Not really. It's always described as a satirical magazine but in fairness at least half of it is devoted to exposes (how do you get an accent on the "e"?) and scandals which it tends to be quite quick off the mark with eg Mapely Steps. There is also a lot of scrutiny of mps, people in the media, councillors, businessmen etc I think it's pretty good that they point out things that otherwise I would have no way of knowing along the lines of so and so wrote a glowing review of some restaurant chain/kitchen refitters which just so happens to be owned by her husband etc
The second half of the magazine is cartoons and the like, some of which are occasionally funny, most of which aren't. One small part of it is called Pseuds' Corner where they reproduce what they consider overly pretentious writing from interviews or whatever. They often have some good stuff in there with corporate bullshit or luvvies that need to be shot down but as they have a column to fill every two weeks or whatever it is they obviously need a constant supply of "pseuds" and that means it does tend to end up including a few things that are basically just people daring to use long words and leaves you with the impression that in the opinion of Private Eye to talk about anything in a complicated or involved manner must always be pretentious.
It was set up by a load of public school types and I guess has always been edited by such but I think a lot of the people who write the exposes are anonymous so who they are is anyone's guess (or is it one of those open secret type things - I dunno?).
I had a friend whose dad was called Richard Ingram, he was occasionally bothered by phone calls complaining about the content of his magazine even though he didn't have the s on the end.
Oh yeah, I guess it has a fairly high circulation and does have a fairly high profile but I don't know how effective it is in the grand scheme of things.

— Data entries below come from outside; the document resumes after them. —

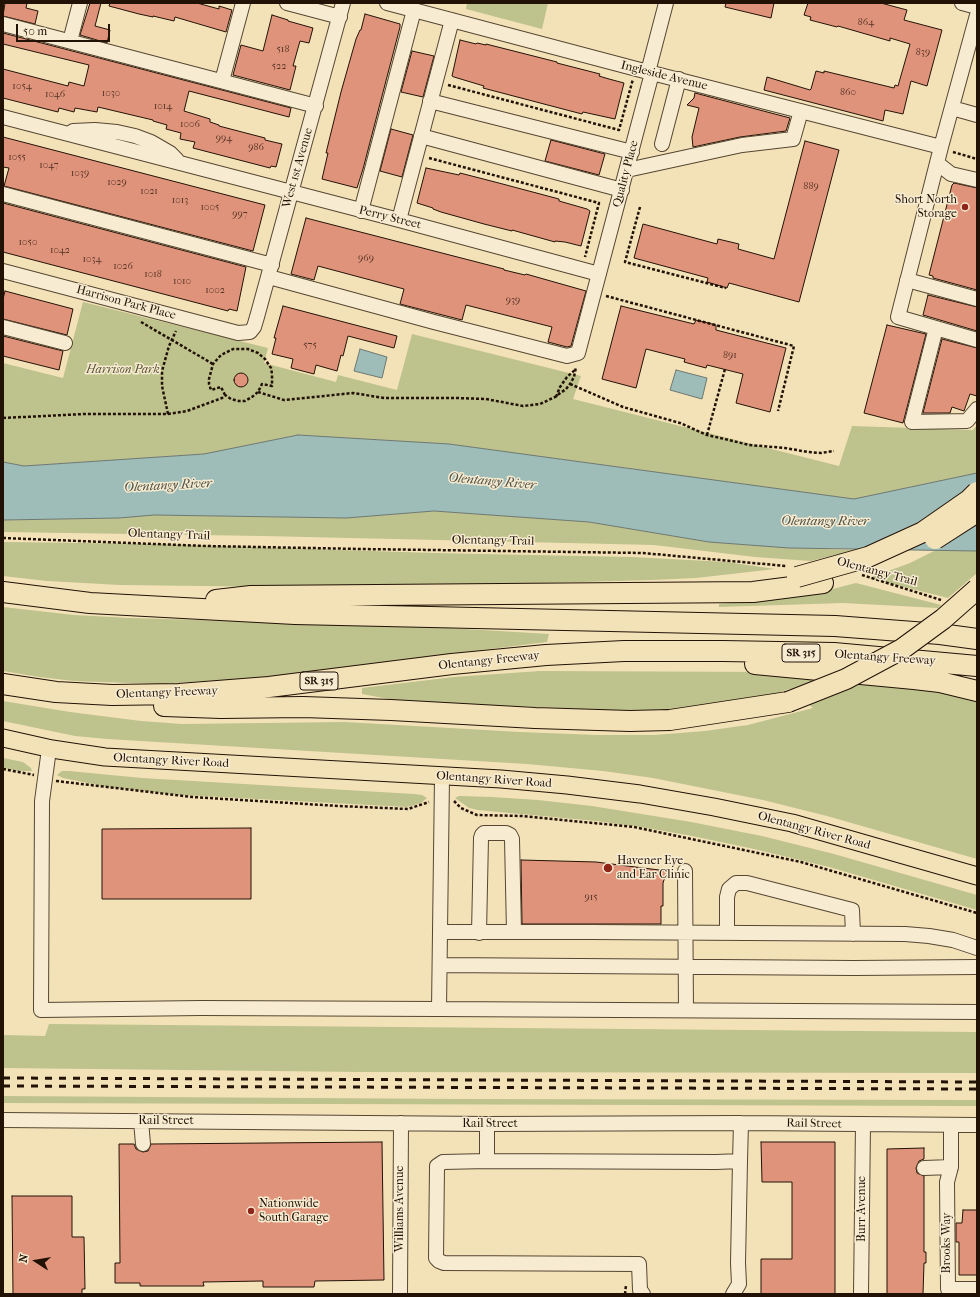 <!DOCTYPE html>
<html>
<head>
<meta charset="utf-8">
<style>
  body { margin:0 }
  #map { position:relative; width:980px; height:1297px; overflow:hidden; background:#f3e2b8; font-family:"IM FELL French Canon",serif }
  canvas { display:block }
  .frame { position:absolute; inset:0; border:4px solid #221206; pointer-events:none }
  .north { position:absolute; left:16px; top:1241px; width:40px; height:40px; -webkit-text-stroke:3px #f7ecd1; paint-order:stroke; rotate:282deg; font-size:11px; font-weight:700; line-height:16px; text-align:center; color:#221206 }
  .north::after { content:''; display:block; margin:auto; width:14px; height:18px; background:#221206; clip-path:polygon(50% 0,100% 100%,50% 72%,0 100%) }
  .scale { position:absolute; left:16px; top:24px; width:94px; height:18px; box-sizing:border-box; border:2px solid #221206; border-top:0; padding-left:5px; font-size:12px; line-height:14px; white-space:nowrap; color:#221206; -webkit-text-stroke:3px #f7ecd1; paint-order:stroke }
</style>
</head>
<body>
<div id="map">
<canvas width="980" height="1297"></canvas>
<div class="frame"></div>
<div class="north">N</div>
<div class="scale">50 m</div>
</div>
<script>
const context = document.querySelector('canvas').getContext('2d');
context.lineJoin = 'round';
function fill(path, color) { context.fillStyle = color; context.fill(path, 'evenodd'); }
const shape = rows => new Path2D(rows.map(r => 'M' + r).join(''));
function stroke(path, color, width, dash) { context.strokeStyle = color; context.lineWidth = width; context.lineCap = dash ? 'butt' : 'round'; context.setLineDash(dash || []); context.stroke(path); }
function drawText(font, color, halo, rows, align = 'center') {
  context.font = font + ' "IM FELL French Canon",serif'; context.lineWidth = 3; context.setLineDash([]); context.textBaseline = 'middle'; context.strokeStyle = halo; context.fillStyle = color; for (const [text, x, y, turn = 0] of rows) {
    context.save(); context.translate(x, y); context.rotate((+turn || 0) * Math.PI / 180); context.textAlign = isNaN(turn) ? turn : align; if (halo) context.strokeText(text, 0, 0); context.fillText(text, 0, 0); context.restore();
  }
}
const green = shape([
  [467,3,548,3,542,29,466,9],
  [83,302,268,348,264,363,336,382,338,375,397,390,412,334,581,376,573,399,839,466,852,426,973,430,977,425,977,473,854,499,449,444,298,435,204,454,24,466,3,462,3,363,63,378],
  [434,511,589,522,709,542,789,548,855,550,811,561,755,557,654,545,263,536,3,532,3,520,119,518,154,515,346,518],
  [3,542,160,544,433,553,632,557,727,562,775,569,696,578,652,580,367,588,120,585,47,581,3,576],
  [934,551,977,551,977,573,948,598,869,578,910,563],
  [856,583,941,605,938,608,843,603,719,607,719,604,776,599,825,591],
  [3,607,74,615,130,618,415,626,549,634,547,642,257,678,157,684,74,681,39,677,3,671],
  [540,671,777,672,900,682,977,699,977,859,827,816,763,800,653,778,603,771,527,764,107,739,75,736,3,721,3,701,70,712,141,721,182,724,345,722,520,732,597,735,655,735,705,731,748,725,813,708,790,689,761,699,676,710,626,711,445,703,389,699,362,694,362,688,454,677],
  [3,758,23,762,31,768,32,771,17,771,3,768],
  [62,771,69,771,142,778,414,794,422,795,427,798,421,803,407,807,182,795,108,787,63,778,57,775],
  [459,796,492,797,538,800,592,806,691,822,762,836,834,854,977,895,977,910,829,867,754,849,687,835,635,826,596,821,478,810,469,808,455,798],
  [49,1024,977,1032,977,1073,361,1072,3,1068,3,1035,45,1036],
  [3,1096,462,1099,977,1100,977,1106,3,1103]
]);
const water = shape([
  [360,349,387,357,382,378,354,371,360,349],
  [676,370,707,378,702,399,670,390,676,370],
  [298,435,449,444,854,499,977,473,977,551,789,548,709,542,589,522,434,511,346,518,154,515,119,518,3,520,3,462,24,466,204,454,298,435]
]);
const building = shape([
  [5,3,27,3,26,8,38,11,35,24,3,16,5,3],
  [90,3,101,3,95,26,110,30,107,43,80,35,90,3],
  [110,3,197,3,219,9,219,6,232,10,226,32,175,17,174,21,153,16,153,17,139,14,109,6,110,3],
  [726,3,774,3,771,18,725,7,726,3],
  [808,3,881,3,907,10,904,20,942,30,927,86,911,81,903,114,885,110,883,121,764,90,767,77,810,90,811,89,816,71,824,73,824,71,894,88,895,85,898,86,910,44,890,38,890,41,838,26,837,27,810,20,811,17,804,15,808,3],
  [365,14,400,24,400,27,363,169,357,188,322,179,328,153,326,153,341,92,356,39,360,30,361,30,365,14],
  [272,15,288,20,288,21,313,28,309,43,300,41,293,66,296,66,290,90,233,75,241,45,263,51,272,15],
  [3,33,291,108,289,117,189,91,184,111,210,119,210,122,219,125,219,126,265,138,265,140,282,144,276,167,271,166,270,168,193,148,195,142,180,139,181,133,166,129,167,125,153,121,153,120,98,107,97,112,75,108,74,112,59,108,58,112,3,98,3,69,68,86,69,82,84,86,89,65,3,44,3,33],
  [460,40,476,44,477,43,486,45,486,44,557,62,557,63,600,74,599,76,609,79,624,83,615,119,583,112,582,114,483,88,484,86,454,77,452,76,460,40],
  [412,51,434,56,423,97,401,92,412,51],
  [695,93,790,118,786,131,740,137,693,147,692,137,699,108,687,105,694,98,695,93],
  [391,129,413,135,402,177,380,171,391,129],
  [3,137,265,205,253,251,4,186,9,168,3,167,3,137],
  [551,140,605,154,599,175,545,161,551,140],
  [805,141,839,150,799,302,729,283,727,288,707,282,708,278,634,258,643,224,717,244,718,239,739,244,738,249,774,259,805,141],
  [426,168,459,175,460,173,495,182,559,199,559,201,587,209,590,211,581,246,565,242,555,241,555,242,512,230,512,231,484,224,441,212,433,209,433,208,417,203,426,168],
  [954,183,977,188,977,290,933,278,933,276,929,275,952,185,954,183],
  [3,203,246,267,237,311,229,309,228,311,3,252,3,203],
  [306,218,504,269,504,270,525,275,526,274,586,291,571,346,567,347,548,342,552,327,466,305,462,320,427,311,400,304,404,289,318,266,314,280,291,274,306,218],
  [5,291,73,309,67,335,3,319,3,299,5,291],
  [928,295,977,307,977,331,923,315,928,295],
  [283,306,397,336,394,348,348,336,343,356,341,355,337,371,316,365,314,374,291,368,293,359,272,354,276,338,274,338,283,306],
  [621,306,694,324,696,320,716,325,716,330,786,348,770,412,736,403,743,374,707,365,706,368,684,362,685,359,646,349,636,388,602,379,621,306],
  [887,325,926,334,903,423,864,413,887,325],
  [3,336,63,351,59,370,3,356,3,336],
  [942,339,977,348,977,396,970,394,964,411,952,407,950,413,923,413,942,339],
  '234 380a7 7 0 1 1 14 0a7 7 0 1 1-14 0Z',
  [251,828,251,899,102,899,102,829,251,828],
  [521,860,596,862,667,871,663,883,663,906,661,906,661,924,522,924,521,860],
  [382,1142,384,1280,315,1281,314,1287,263,1287,263,1281,203,1282,204,1286,140,1286,140,1283,115,1283,115,1263,120,1263,119,1144,134,1144,136,1149,143,1152,148,1151,151,1144,382,1142],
  [761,1142,835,1142,835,1294,761,1294,761,1259,792,1259,792,1182,762,1182,761,1142],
  [924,1148,924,1159,919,1161,916,1168,917,1173,924,1176,924,1252,926,1252,926,1263,924,1263,923,1294,887,1294,887,1149,924,1148],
  [12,1196,72,1196,72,1237,84,1237,85,1289,82,1289,82,1294,13,1294,12,1196],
  [963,1210,977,1210,977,1275,959,1275,959,1242,956,1242,956,1223,962,1223,963,1210]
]);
const path = shape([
  [448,85,619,130,633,79],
  [953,152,977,159],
  [429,158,599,203,585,257],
  [640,207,625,262,726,288],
  [606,296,794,346,778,411],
  [141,322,213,364],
  [570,384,623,407,680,423,707,435,729,440,749,445,785,448,808,452,821,453,834,451],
  [258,392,284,400,353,393,384,398,456,398,486,399,523,406,540,404,555,397,566,389,570,384,574,377,576,367],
  [556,397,560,387,567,377,576,369],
  [168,414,162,386,162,371,169,346,176,331],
  [3,418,85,414,168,414,187,411,222,398,225,395,231,399,239,401,245,401,252,397,258,392,262,384,272,386,272,374,271,368,265,359,258,353,248,349,233,349,221,355,213,364,209,379,209,384,211,390,221,387,225,395],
  [707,435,725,369],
  [3,538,206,546,362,549,643,553,786,566],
  [862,575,941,600],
  [3,769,34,775],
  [56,781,192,797,339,806,408,809,429,802],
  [454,801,461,808,477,815,522,816,634,827,801,862,977,913],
  [625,1294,626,1285]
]);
const minor = shape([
  [287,3,340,17],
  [387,3,648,72,941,147],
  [962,3,977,7],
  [977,15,941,147,898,317,977,340],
  [3,24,316,106],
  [70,41,80,3],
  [648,72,666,3],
  [222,81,243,3],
  [430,101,632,152],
  [952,108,977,115],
  [3,117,399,220,599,274],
  [73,131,95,130,117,132,135,136,151,142,170,153,177,160],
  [421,136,622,190],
  [662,144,679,79],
  [937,163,951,174,977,180],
  [627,170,742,145,793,139,801,111],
  [3,194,272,265],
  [361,211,414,10],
  [399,220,452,20],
  [3,271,238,333,250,332,254,327,257,317,343,3],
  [269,277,434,322,567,356,578,353,652,73],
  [907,280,977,299],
  [3,327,65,343],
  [936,328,912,422,967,421,977,409],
  [49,749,42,801,41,1010,201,1008,439,1009],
  [442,777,439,1009,977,1012],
  [685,871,686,1010],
  [440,932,590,932,905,934,929,936,953,940,977,948],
  [479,933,481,838,482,835,484,833,506,833,510,835,512,839,514,932],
  [727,933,727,897,729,889,736,883,747,883,852,910,853,934],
  [440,965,854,968,977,967],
  [3,1120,487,1124,741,1123,977,1125],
  [141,1121,143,1144],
  [487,1124,487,1161,716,1162,740,1161,741,1123],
  [951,1125,951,1167,947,1182,948,1289,977,1289],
  [487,1161,443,1162,437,1166,436,1258,439,1261,444,1263,639,1264,640,1290,643,1294],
  [924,1168,951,1167],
  [400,1294,401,1123],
  [733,1294,739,1284,738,1263,740,1161],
  [861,1294,863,1124]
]);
const major = shape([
  [3,738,52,749,105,757,501,779,567,785,640,794,714,807,792,823,977,876]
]);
const highway = shape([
  [3,592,90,603,295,614,835,626,940,634,977,639],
  [216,600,251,596,753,592,823,583],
  [755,664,914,679,940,682,977,691],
  [3,684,56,692,112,695,179,694,269,687,452,664,546,655,624,651,723,651,834,653,977,666],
  [164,706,221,708,303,707,391,710,535,718,630,721,670,720,788,702]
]);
const rail = shape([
  [3,1078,977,1082],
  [3,1086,977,1089]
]);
const highwayBridge = shape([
  [935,539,977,512],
  [797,577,868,557,923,532,969,500,977,492],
  [788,702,846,679,902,649,943,619,977,589]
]);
const markers = [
  [965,207,4,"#8f2418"],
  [608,868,5,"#8f2418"],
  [251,1211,4,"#8f2418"]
];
const numberNames = [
  ["864",866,23],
  ["518",283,50],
  ["839",923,53],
  ["522",279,67],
  ["1054",22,87],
  ["860",848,93],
  ["1030",111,94],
  ["1046",55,95],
  ["1014",163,107],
  ["1006",190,125],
  ["994",224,139],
  ["986",256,148],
  ["1055",17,158],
  ["1047",49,166],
  ["1039",80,174],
  ["1029",117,183],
  ["889",811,187],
  ["1021",149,192],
  ["1013",180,201],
  ["1005",210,208],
  ["997",240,215],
  ["1050",28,243],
  ["1042",60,251],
  ["969",366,259],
  ["1034",92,260],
  ["1026",123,267],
  ["1018",153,275],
  ["1010",182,282],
  ["1002",215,291],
  ["939",513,301],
  ["575",310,346],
  ["891",730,356],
  ["915",591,898]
];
const shields = [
  [801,653,38],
  [319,681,38]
];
const shieldNames = [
  ["SR 315",801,653],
  ["SR 315",319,681]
];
const streetNames = [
  ["Ingleside Avenue",664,76,14],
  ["West 1st Avenue",298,168,-74],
  ["Quality Place",626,174,-75],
  ["Perry Street",390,218,14],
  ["Harrison Park Place",126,303,15],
  ["Olentangy Trail",169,535,2],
  ["Olentangy Trail",493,541,1],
  ["Olentangy Trail",877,572,15],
  ["Olentangy Freeway",885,658,4],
  ["Olentangy Freeway",489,661,-6],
  ["Olentangy Freeway",167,693,-2],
  ["Olentangy River Road",171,761,3],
  ["Olentangy River Road",494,780,4],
  ["Olentangy River Road",814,831,15],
  ["Rail Street",166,1121],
  ["Rail Street",490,1124],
  ["Rail Street",814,1124,1],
  ["Williams Avenue",400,1209,-90],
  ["Burr Avenue",862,1209,-90],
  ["Brooks Way",947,1243,-90]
];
const poiNames = [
  ["Short North",957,200,"right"],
  ["Storage",957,214,"right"],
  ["Havener Eye",617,861],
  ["and Ear Clinic",617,875],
  ["Nationwide",259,1204],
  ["South Garage",259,1218]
];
const parkNames = [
  ["Harrison Park",123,370]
];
const waterNames = [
  ["Olentangy River",492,482,5],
  ["Olentangy River",168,486,-3],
  ["Olentangy River",825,522]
];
fill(green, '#bec28d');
fill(water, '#9ebcb8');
stroke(water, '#6c7871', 1);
fill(building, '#e0937b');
stroke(building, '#221206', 1);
stroke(minor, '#564632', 16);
stroke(major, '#221206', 19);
stroke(highway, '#221206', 22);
stroke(path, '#221206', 2.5, [3, 2]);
stroke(minor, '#f7ecd1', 14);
stroke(major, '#f3e2b8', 17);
stroke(highway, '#f3e2b8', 20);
stroke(rail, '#221206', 3, [7, 7]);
stroke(highwayBridge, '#221206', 22, []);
stroke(highwayBridge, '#f3e2b8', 20);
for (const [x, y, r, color] of markers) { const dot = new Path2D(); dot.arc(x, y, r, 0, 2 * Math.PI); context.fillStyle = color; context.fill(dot); stroke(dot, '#f7ecd1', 1.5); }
drawText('10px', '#523223', null, numberNames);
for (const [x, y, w] of shields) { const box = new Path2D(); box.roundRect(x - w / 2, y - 9, w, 18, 3); context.fillStyle = '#f7ecd1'; context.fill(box); stroke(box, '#221206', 1); }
drawText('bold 11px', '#221206', null, shieldNames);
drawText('12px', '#221206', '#f7ecd1', streetNames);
drawText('12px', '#221206', '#f7ecd1', poiNames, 'left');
drawText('italic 12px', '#595035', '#f7ecd1', parkNames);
drawText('italic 13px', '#4d4e44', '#f7ecd1', waterNames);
</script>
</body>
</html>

"he's not from that background at all, i think he'd be quite offended by that!"
That's a bit childish isn't it? You can't help what kind of school you went to so it seems silly to be offended by someone implying you went to a different kind than the one you did. Anyway, I heard he was head boy at Winchester?
 
It's just a shit version of Viz anyway.

viz is a shit version of viz

That's a bit childish isn't it?

not when you've taken numerous stands over class issues. public school is always a shameful secret in this country- just look at the kicking banksy took this last week

there is a real intellectual meanness to private eye, they have always abhorred the avant garde. their conception of what is permissible in creative fields is tradtional to say the least. gets boring and can come off as very narrow, tho as has already been said there is likely to be something of real value in any given issue. when they stick in stuff from frieze or the wire or whatever in pseuds' corner it does seem pointless, i thought the point was to flag up such writing in inappropriate places.
 

mms

sometimes
That's a bit childish isn't it? You can't help what kind of school you went to so it seems silly to be offended by someone implying you went to a different kind than the one you did. Anyway, I heard he was head boy at Winchester?

not really, as it's clear from his writing that kp's stated hes working class often and he's always criticized the public school system and the kind of adults it often breeds, quite rightly.

And you're right you can't 'help' which school you go to, unless your parents are wealthy enough to make those decisions with money as going to a public school is a privilege only afforded by the wealthy and the associations can set you up for life, whether you're competent or not.